Slightly more to my credit, however, I at least pretended to take it seriously. He seemed genuinely upset, whatever the reason, and I’m really working on being a kinder, gentler Ol’ Dad. That being the case, I got an extra nightlight, tried it in a couple different spots around the room, and let him choose where he liked it (this is in addition to a multi-colored stars-and-planets projection light already in use); I even switched on the light in his globe to illuminate the constellation map feature for what little extra light this would provide; finally, I offered to take the bed tent down so that some of that extra light might actually get to him. He declined this last measure, but took me up on it the following night.

In addition to these concrete measures to reduce the darkness itself, I thought it important to address the fear itself. It came on so suddenly, if it was real, that maybe there was some event, some small trauma that I had missed, behind it. Or, if it was not real but just a cover for some other concern, maybe I could achieve some degree of uncovering and get an idea how to approach the source.

So, snuggled up close with my little man, I asked him what he was afraid of. I reassured him that even though the dark can be scary, there’s really nothing there to be scared of. I even told him about times when I was scared as a kid, like the time my brother’s Rancor monster Star Wars toy was left on my shelf, and I swear I saw it moving.

Terrifying.

After all that, Dear Reader, I have to admit that I went to my own bed feeling pretty good about myself. Nothing I had done was difficult or particularly taxing to me in any way, nor was it grand or remarkable. But that’s just it. It was just parenting, and it was small and easy but also right–right in the sense that it left me feeling like I had acted as the parent I aspire to be. And the most important part of that was that I listened. Even though my initial reaction was to think that this was some new silliness, I let my son know that he can come to me with a concern, and I will listen and will not just slap a Band-Aid (or nightlight) on it but will also talk him through it and be there for him. What’s more, that support didn’t become coddling or hand wringing. At the end of it, he went to sleep in his own bed with no further incident. On second thought, maybe that’s the most important part, but whatever.

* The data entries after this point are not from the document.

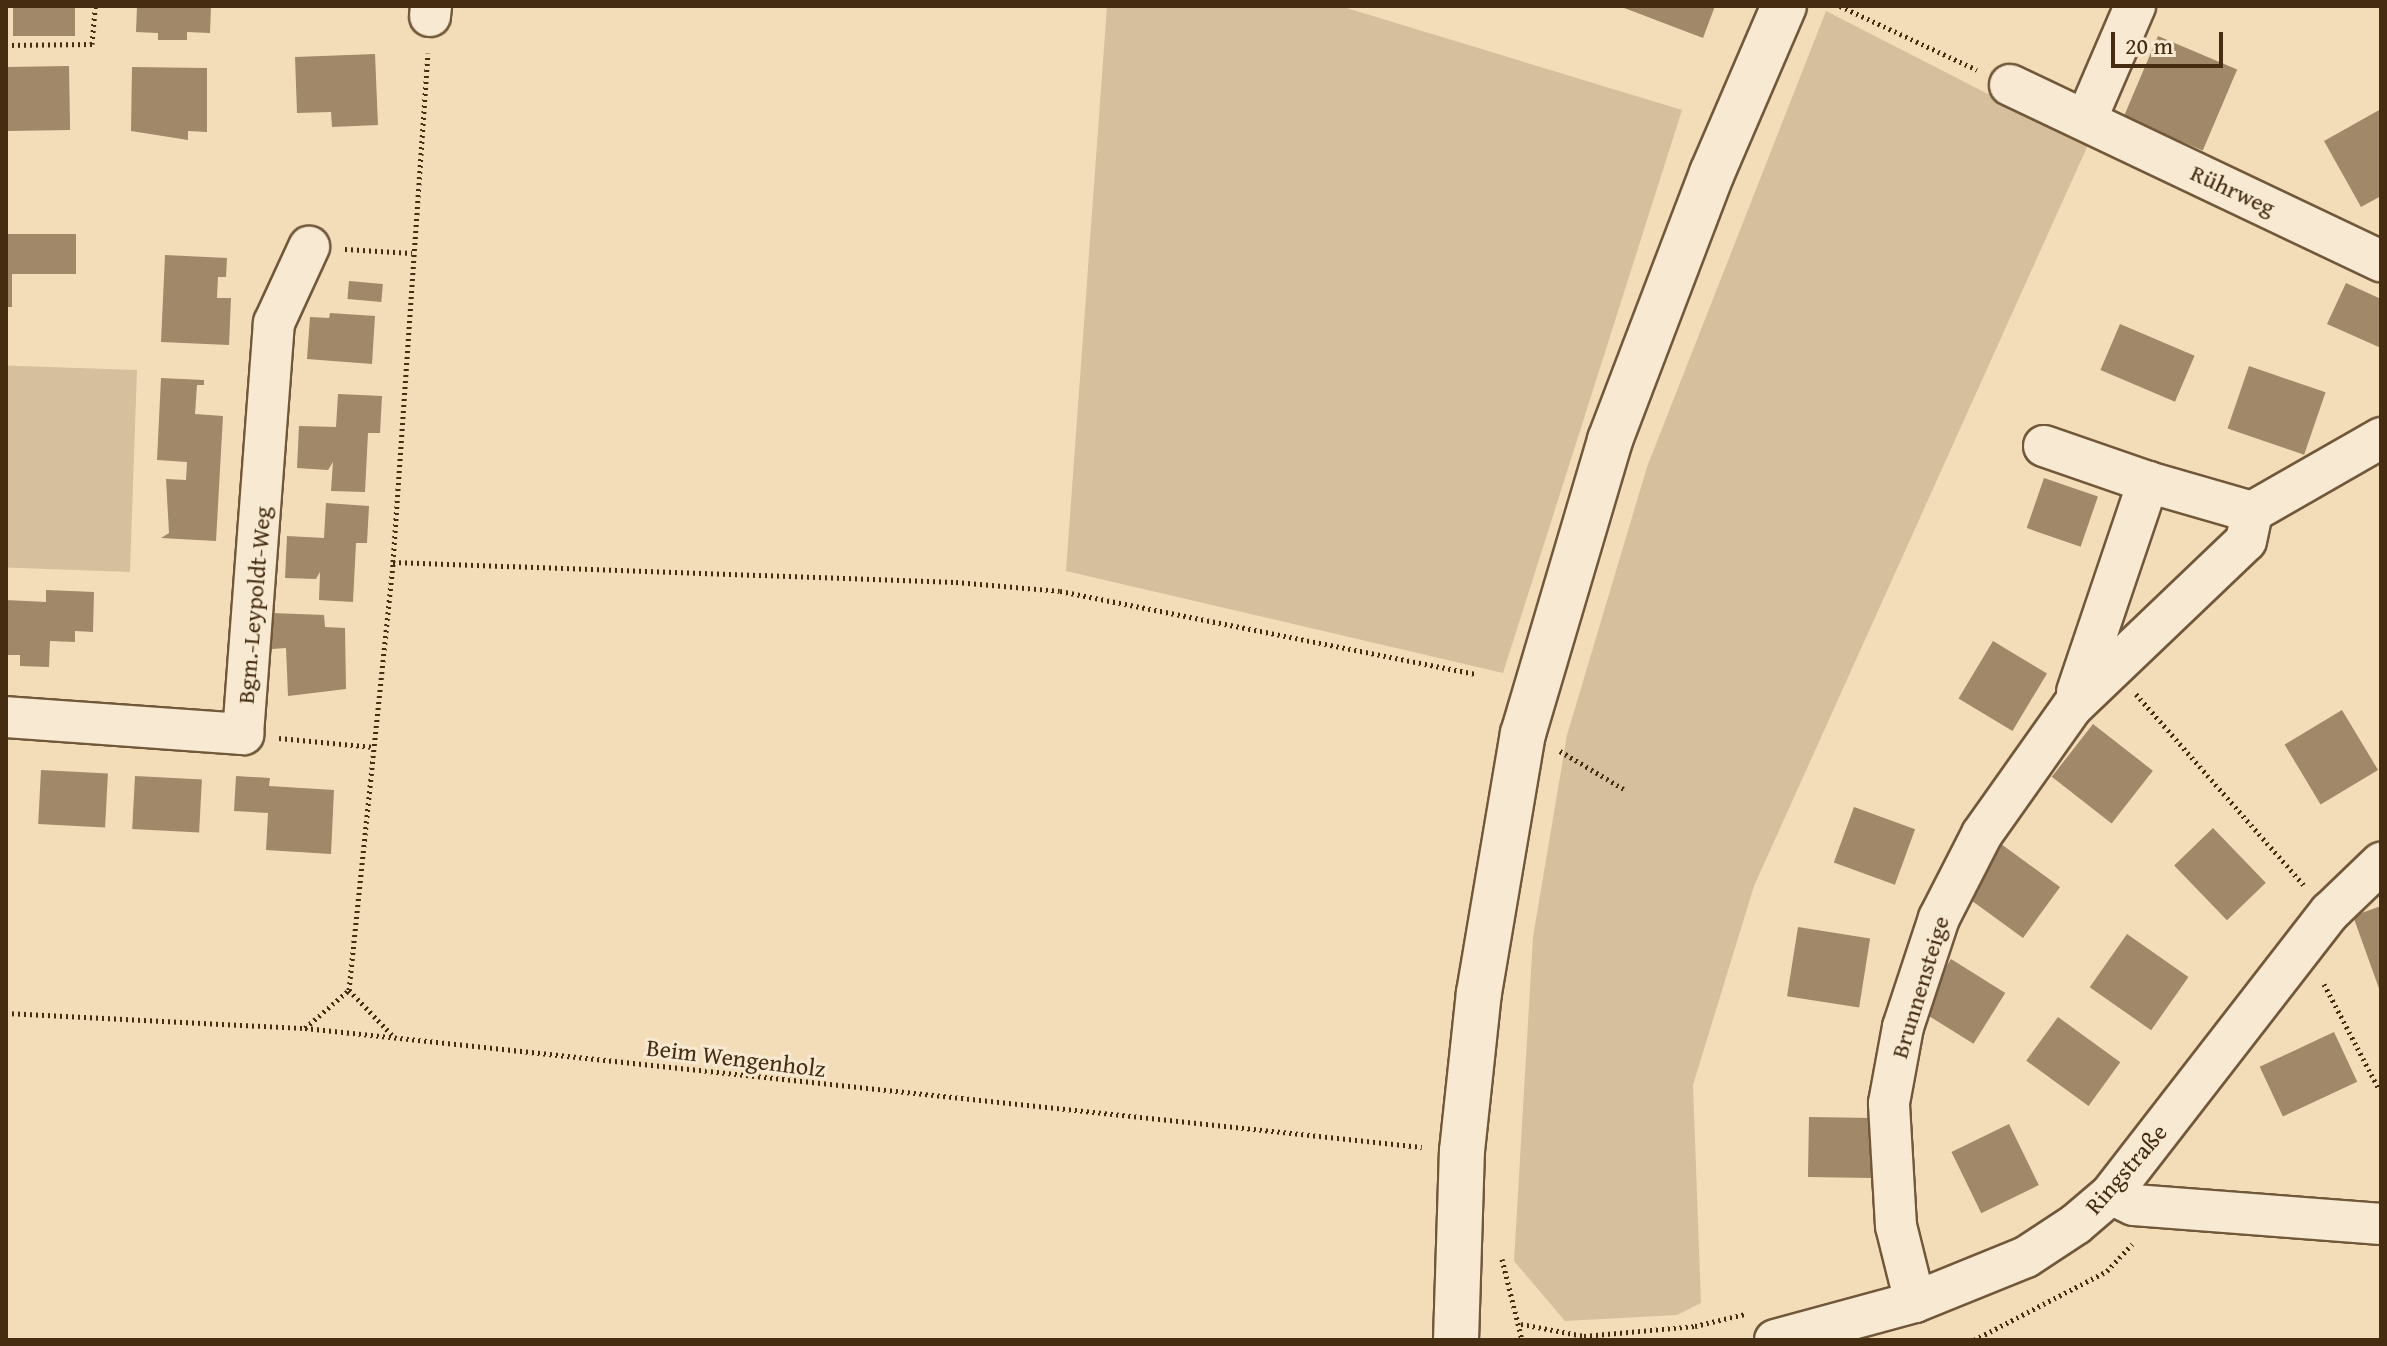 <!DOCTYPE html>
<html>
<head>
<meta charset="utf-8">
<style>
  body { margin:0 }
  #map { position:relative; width:2387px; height:1346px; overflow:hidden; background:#f3ddb9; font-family:"Gentium Book Plus",serif }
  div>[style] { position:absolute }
  .green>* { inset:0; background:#d6bf9c; transform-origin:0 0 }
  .building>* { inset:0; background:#a08868; transform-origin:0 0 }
  .path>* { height:5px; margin-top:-2.5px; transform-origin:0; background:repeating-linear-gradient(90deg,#462c10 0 2px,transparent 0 6px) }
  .roads { filter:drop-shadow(2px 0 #71583a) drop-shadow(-2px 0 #71583a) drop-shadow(0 2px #71583a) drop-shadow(0 -2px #71583a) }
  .minor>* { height:40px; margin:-20px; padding:0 20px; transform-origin:20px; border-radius:20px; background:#f7e9d2 }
  .tertiary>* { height:44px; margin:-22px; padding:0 22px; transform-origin:22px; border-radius:22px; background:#f7e9d2 }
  span { translate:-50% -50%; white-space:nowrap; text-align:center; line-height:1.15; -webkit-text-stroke:6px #f7e9d2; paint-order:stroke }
  .street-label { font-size:24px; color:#462c10 }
  .frame { position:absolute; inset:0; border:8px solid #462c10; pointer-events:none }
  .scale { position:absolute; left:2111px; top:32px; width:112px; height:36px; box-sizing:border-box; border:4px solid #462c10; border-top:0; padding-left:10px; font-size:24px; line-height:28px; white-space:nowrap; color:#462c10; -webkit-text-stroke:6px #f7e9d2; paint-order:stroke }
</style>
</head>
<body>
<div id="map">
  <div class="green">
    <div style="clip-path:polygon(1107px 6px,1340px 6px,1682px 110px,1503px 673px,1066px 571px)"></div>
    <div style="clip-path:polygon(1826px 11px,2088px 145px,1754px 886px,1693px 1085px,1701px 1303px,1677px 1315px,1565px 1321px,1514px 1261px,1533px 937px,1567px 735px,1647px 467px)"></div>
    <div style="left:137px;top:370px;width:202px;height:131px;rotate:92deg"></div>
  </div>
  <div class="building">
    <div style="left:13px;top:6px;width:62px;height:30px"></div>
    <div style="clip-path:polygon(137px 6px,211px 6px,210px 33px,187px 32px,187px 40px,158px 40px,158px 33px,136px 32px)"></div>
    <div style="clip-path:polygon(1619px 6px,1715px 6px,1703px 38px)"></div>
    <div style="left:2158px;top:36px;width:86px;height:88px;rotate:23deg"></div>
    <div style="clip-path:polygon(375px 54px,378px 125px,332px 127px,331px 112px,297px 113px,295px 57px)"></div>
    <div style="left:69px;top:66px;width:64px;height:63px;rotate:89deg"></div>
    <div style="clip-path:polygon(132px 67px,207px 68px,207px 132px,188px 131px,188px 140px,131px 131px)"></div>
    <div style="clip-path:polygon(2381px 109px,2381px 196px,2361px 207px,2324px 141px)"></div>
    <div style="clip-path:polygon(6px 234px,76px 234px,76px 274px,12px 274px,12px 307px,6px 307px)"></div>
    <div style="clip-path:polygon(165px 255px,227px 258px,226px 277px,218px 277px,217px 298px,231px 298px,229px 345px,161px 342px)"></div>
    <div style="left:349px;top:281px;width:34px;height:18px;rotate:5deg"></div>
    <div style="clip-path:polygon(2346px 283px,2381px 299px,2381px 348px,2327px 324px)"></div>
    <div style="clip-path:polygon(330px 313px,375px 316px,372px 364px,307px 359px,310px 317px,329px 318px)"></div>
    <div style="left:2120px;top:324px;width:81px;height:50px;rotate:23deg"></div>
    <div style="left:2249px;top:366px;width:81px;height:66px;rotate:19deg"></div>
    <div style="clip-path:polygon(161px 378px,204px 380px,204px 385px,197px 385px,195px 414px,223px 416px,216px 541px,161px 538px,169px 533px,166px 479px,186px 480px,187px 462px,157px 460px)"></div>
    <div style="clip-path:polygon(338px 394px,382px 396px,380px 433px,368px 433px,365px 492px,331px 491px,333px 462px,328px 470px,297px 468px,299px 426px,336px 427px)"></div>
    <div style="left:2044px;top:478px;width:57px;height:53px;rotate:19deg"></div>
    <div style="clip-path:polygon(326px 503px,369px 506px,367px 543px,356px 543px,353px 602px,319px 600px,320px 572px,316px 579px,285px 578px,287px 536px,324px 538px)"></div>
    <div style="clip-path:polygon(46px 590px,94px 592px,93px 632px,75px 631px,75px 642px,50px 641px,49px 667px,20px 666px,20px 655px,6px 655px,6px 600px,46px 602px)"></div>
    <div style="clip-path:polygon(272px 613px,324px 615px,325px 627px,345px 628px,346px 689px,288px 696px,286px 648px,272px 649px)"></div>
    <div style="left:1993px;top:641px;width:63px;height:67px;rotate:31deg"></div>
    <div style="left:2342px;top:710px;width:70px;height:67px;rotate:59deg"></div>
    <div style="left:2093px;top:724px;width:76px;height:67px;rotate:38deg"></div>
    <div style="left:41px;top:770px;width:67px;height:54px;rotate:3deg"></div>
    <div style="left:135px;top:776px;width:67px;height:53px;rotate:3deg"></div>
    <div style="clip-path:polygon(236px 776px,270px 778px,269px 786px,334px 790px,331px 854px,266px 850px,268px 813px,234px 811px)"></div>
    <div style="left:1854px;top:807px;width:65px;height:59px;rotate:20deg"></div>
    <div style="left:2213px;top:828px;width:76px;height:54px;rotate:46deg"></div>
    <div style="left:2001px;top:844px;width:73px;height:63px;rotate:36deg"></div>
    <div style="clip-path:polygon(2381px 906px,2381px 994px,2353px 916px)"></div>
    <div style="left:1798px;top:927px;width:73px;height:70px;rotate:9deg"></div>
    <div style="left:2127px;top:934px;width:75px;height:65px;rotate:35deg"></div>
    <div style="left:1951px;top:959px;width:64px;height:60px;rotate:32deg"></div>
    <div style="left:2058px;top:1017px;width:77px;height:54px;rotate:36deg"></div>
    <div style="left:2334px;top:1032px;width:55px;height:82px;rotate:65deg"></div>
    <div style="left:1809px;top:1117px;width:64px;height:60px;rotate:1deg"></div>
    <div style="left:2009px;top:1124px;width:68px;height:64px;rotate:64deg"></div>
  </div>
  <div class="path">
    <div style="left:1840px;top:6px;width:151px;rotate:25deg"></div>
    <div style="left:6px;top:45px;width:86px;rotate:-0.7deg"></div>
    <div style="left:92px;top:44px;width:38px;rotate:-85deg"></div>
    <div style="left:345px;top:249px;width:67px;rotate:3.4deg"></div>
    <div style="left:393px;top:562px;width:563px;rotate:2.03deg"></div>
    <div style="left:956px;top:582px;width:104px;rotate:4.9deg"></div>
    <div style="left:1060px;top:591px;width:425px;rotate:11.3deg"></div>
    <div style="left:2136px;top:694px;width:254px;rotate:48.7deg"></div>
    <div style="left:279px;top:738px;width:95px;rotate:5.4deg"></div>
    <div style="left:1560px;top:751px;width:74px;rotate:30.7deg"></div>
    <div style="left:2324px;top:984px;width:119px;rotate:62.4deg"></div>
    <div style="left:349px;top:990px;width:62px;rotate:46.3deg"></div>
    <div style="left:6px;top:1013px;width:299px;rotate:2.9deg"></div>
    <div style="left:305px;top:1028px;width:1123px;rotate:6.08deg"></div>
    <div style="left:305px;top:1028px;width:58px;rotate:-40.8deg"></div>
    <div style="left:349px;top:990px;width:430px;rotate:-84.1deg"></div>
    <div style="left:393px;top:562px;width:510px;rotate:-86.07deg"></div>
    <div style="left:1502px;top:1259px;width:83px;rotate:76.1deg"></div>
    <div style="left:1521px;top:1324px;width:64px;rotate:10.8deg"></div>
    <div style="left:1584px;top:1336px;width:111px;rotate:-5.1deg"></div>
    <div style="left:1695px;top:1326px;width:51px;rotate:-13.5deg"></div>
    <div style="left:1974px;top:1340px;width:150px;rotate:-27.4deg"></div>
    <div style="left:2107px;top:1271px;width:37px;rotate:-47deg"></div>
  </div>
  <div class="roads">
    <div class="minor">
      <div style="left:430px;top:16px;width:10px;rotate:-84deg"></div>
      <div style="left:2010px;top:85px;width:411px;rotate:25.4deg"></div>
      <div style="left:2086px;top:120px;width:124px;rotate:-66.7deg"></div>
      <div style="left:2044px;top:446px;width:110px;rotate:19.1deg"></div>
      <div style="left:2077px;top:692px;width:222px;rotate:-71.3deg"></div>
      <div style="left:2148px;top:482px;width:108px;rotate:16.1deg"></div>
      <div style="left:6px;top:717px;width:238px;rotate:4.1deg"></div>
      <div style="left:243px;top:734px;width:412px;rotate:-85.7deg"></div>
      <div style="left:274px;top:323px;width:84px;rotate:-65.3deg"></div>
      <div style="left:2111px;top:1194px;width:25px;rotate:26deg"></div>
      <div style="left:2134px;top:1205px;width:248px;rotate:4.4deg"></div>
      <div style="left:1915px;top:1302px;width:78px;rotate:-104deg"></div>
      <div style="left:1896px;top:1226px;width:123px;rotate:-93.3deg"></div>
      <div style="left:1889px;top:1103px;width:77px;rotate:-79.6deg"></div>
      <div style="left:1903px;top:1027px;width:115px;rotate:-71.7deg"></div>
      <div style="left:1939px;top:918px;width:94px;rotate:-62.9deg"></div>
      <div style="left:1982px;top:834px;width:156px;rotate:-54.7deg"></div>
      <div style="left:2072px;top:707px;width:240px;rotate:-43.7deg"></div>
      <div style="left:2246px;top:541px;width:30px;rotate:-78deg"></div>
      <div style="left:2252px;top:512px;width:149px;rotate:-29.8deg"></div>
      <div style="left:1775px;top:1340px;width:145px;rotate:-15.2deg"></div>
      <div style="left:1915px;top:1302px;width:120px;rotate:-22.1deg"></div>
      <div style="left:2026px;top:1257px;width:60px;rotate:-33.4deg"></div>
      <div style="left:2076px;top:1224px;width:46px;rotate:-40.6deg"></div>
      <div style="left:2111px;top:1194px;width:357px;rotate:-52.2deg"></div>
      <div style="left:2330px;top:912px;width:71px;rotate:-43.9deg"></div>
    </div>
    <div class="tertiary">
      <div style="left:1456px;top:1340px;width:189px;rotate:-88.2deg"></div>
      <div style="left:1462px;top:1151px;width:159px;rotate:-83.9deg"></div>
      <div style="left:1479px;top:993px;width:263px;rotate:-80.4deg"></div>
      <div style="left:1523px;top:734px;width:307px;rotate:-73.5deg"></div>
      <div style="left:1610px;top:440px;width:286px;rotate:-69.1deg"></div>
      <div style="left:1712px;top:173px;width:182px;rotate:-66.7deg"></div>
    </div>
  </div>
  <div class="street-label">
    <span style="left:2233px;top:190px;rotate:25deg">Rührweg</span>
    <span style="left:254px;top:605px;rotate:-85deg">Bgm.-Leypoldt-Weg</span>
    <span style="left:1920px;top:987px;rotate:-73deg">Brunnensteige</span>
    <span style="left:736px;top:1058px;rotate:7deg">Beim Wengenholz</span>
    <span style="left:2126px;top:1169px;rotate:-49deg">Ringstraße</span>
  </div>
  <div class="frame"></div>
  <div class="scale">20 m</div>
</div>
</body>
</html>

It seems odd, writing about it now, that I should have felt so good about something so small, so basic. But there’s something important in that, too. Why shouldn’t I feel good about it? I’ve written before about how eager we seem to be to be told that we’re doing things wrong, to say nothing of how eager the rest of the world is to tell us. As parents, shouldn’t we celebrate those small victories, those precious moments when we feel that we have truly earned the love we expect our children to give us unconditionally? However small, however easy and expected it was for me, for my son, he went to sleep that night secure in his trust and confidence in me, and that is no small thing.

A brief epilogue: After about two weeks, The Dude asked me a couple nights ago to put the tent back up over his bed, and he hasn’t mentioned being afraid of the dark again since the night I took it down. I still don’t know if it was really a fear of the dark or some other anxiety. After speaking with some coworkers about it, I’m reassured that the sort of sudden onset we experienced is not unusual. Whatever the case or cause, it seems Ol’ Dad has successfully put this one to bed.